Overview

an idor in xibo notification export

June 22, 2026
3 min read

TL;DR

I got CVE-2026-50539 in Xibo CMS.

This one was a pretty direct object-level authorization bug on notification attachments.

The vulnerable route was:

/notification/export/{id}

According to the public advisory, any authenticated user could iterate over sequential notification IDs and download attachments from notifications they did not own, including notifications created by administrators.

That is a simple bug, but still a very useful one.

The bug

The advisory describes the issue as missing ACL on the notification export path.

That matters because the attacker did not need some weird elevated role. The only capability called out in the public advisory was standard authenticated access to the Notification Centre so the user could view past notifications.
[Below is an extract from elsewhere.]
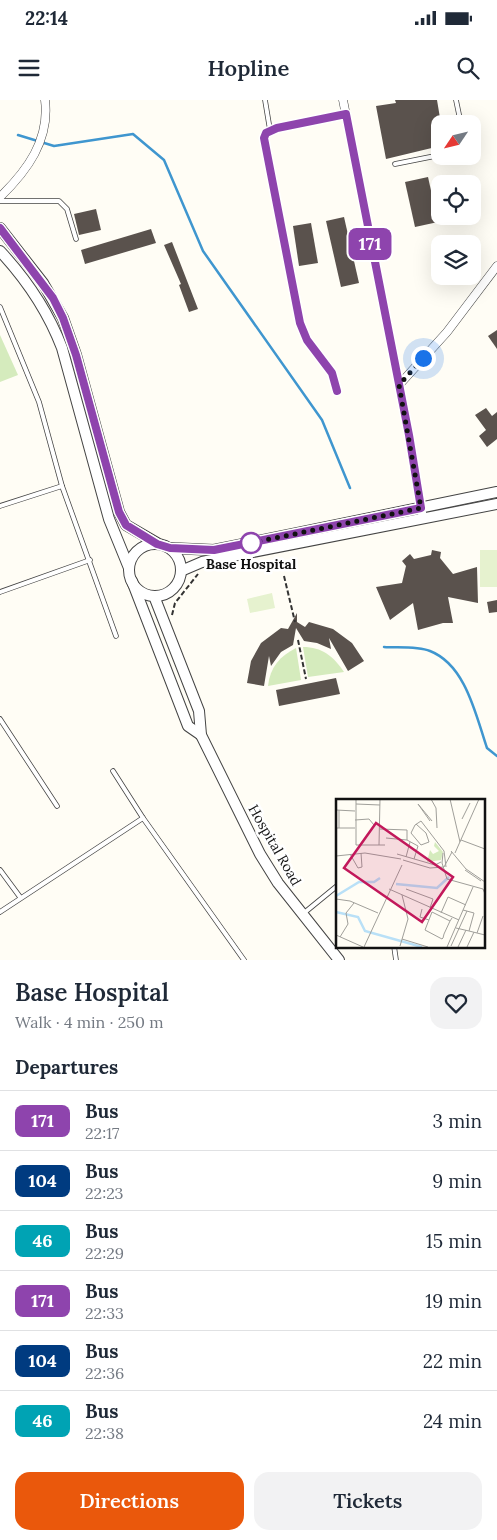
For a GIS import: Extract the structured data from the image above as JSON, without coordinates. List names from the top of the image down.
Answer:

Once the route accepted an attacker-controlled notification ID without object-level authorization, the rest was predictable:

  • notification IDs were sequential
  • attachments were tied to those notifications
  • the export route would serve the attachment if the ID existed

So the real boundary was never “can this user open the Notification Centre at all?”

The real boundary should have been:

does this notification attachment belong to a notification this specific user is allowed to export?

That is the question the route failed to ask.

Why I liked it

I like bugs like this because they are easy to under-rate at first.

There is no fancy chain here. No race condition, no parser trick, no multi-step pivot.

It is just an authenticated route taking an object ID too literally.

But once that object is an administrator-generated notification with an attachment, the impact becomes much less boring. The data is still private, and the attacker still should not have had it.

What the attacker needs

The public advisory keeps the attacker requirements pretty light:

  • authenticated user
  • standard access to the Notification Centre

That is important because the bug was not framed as “admin can download admin files.”

It was framed as a normal authenticated user path missing object-level authorization on export.

Impact

The public advisory states the impact directly:

  • any authenticated user could download attachments from any notification
  • this included notifications created by administrators
  • exploitation worked by iterating over sequential notification IDs

So this was a confidentiality issue, not an integrity bug.

The advisory severity data lists:

  • Severity: Moderate
  • CVSS: 6.5
  • Vector: CVSS:3.1/AV:N/AC:L/PR:L/UI:N/S:U/C:H/I:N/A:N
  • CWE: CWE-862

That feels about right. The attacker still needed an authenticated session, but after that the missing object-level check made the attachment export path too trusting.

Versions

The public advisory lists:

  • CVE: CVE-2026-50539
  • Affected: 4.4.2
  • Patched: >= 4.4.3

The advisory was published on June 21, 2026.

What the public advisory did and did not give

This is one of those advisories that is strong on the boundary and weaker on the code detail.

The useful public part is clear:

  • route
  • attacker class
  • object-level bug
  • affected and patched versions

But the advisory does not publish an internal code snippet for the missing ACL check itself, so I am not padding this write-up with guessed controller internals.

The bug is already clear enough without pretending we got a source diff from the advisory page.